明後日から先の見えない夜の大海原に放りだされる。実家にもどるけれどそこはもうすでに自分の居場所ではない。飛びたつとは決して言えない。巣立つ。それがみみずくにとって似合うことば。みみずくはまだろくに飛べない駄鳥の部類だから。
そういえば……いま手元に玉ねぎと、小麦粉と、青のり、何ヶ月も冷凍備蓄していた豚肉の100%脂身が余っている。あとお酢とソースと醤油。これだけで、何が何でも食いつなぐ。お好み焼きというかお残り焼きを作ってひとり暮らし四年間の集大成である、ささやかな夕食を作る。ひとりで黙々と食べる。
自炊するときはいつもひとりだった。ひとりよがりの独善的料理。僕はそれでよいと思っている。僕は人がなにを言おうと料理はうまいと確信している。なぜなら自分が満足するものしか作らないから。
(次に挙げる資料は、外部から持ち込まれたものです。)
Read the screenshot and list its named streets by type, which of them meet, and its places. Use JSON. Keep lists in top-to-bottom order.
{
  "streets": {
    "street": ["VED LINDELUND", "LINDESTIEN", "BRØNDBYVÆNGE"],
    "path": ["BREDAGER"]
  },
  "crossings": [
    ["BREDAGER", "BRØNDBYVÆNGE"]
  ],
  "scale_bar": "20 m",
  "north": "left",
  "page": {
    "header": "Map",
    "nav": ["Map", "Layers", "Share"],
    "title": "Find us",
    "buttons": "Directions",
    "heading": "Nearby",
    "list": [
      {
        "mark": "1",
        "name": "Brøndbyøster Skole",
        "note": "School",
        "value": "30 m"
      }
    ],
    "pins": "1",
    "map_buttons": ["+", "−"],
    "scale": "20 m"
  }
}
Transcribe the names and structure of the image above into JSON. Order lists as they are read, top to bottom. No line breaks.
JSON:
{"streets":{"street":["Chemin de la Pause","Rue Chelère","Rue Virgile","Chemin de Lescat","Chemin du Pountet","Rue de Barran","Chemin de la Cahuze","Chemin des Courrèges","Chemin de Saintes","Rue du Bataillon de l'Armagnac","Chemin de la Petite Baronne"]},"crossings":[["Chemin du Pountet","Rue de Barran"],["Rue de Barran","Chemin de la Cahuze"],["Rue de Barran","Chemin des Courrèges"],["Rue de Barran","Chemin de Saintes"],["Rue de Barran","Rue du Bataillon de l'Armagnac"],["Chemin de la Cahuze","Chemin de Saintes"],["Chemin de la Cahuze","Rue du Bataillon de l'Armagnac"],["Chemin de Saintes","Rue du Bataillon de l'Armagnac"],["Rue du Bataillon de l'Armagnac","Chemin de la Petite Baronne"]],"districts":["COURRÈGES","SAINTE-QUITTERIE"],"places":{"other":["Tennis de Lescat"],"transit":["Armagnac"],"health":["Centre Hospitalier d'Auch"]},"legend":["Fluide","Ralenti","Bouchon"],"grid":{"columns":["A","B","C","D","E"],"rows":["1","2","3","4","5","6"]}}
明日は、あとくされなくかつ潔く、ささっと出ていこう。人によそよそしく見送られるのは嫌だから。もっともわざわざ玄関まで見送ってくれる人がいればの話だが。
2 コメントはこちら:
一足先に神奈川で待ってる!!
遠くからやけど、おれはいつも応援してるからな!日本には5月に帰るから、帰ったら会いに行くわ!ほなっ!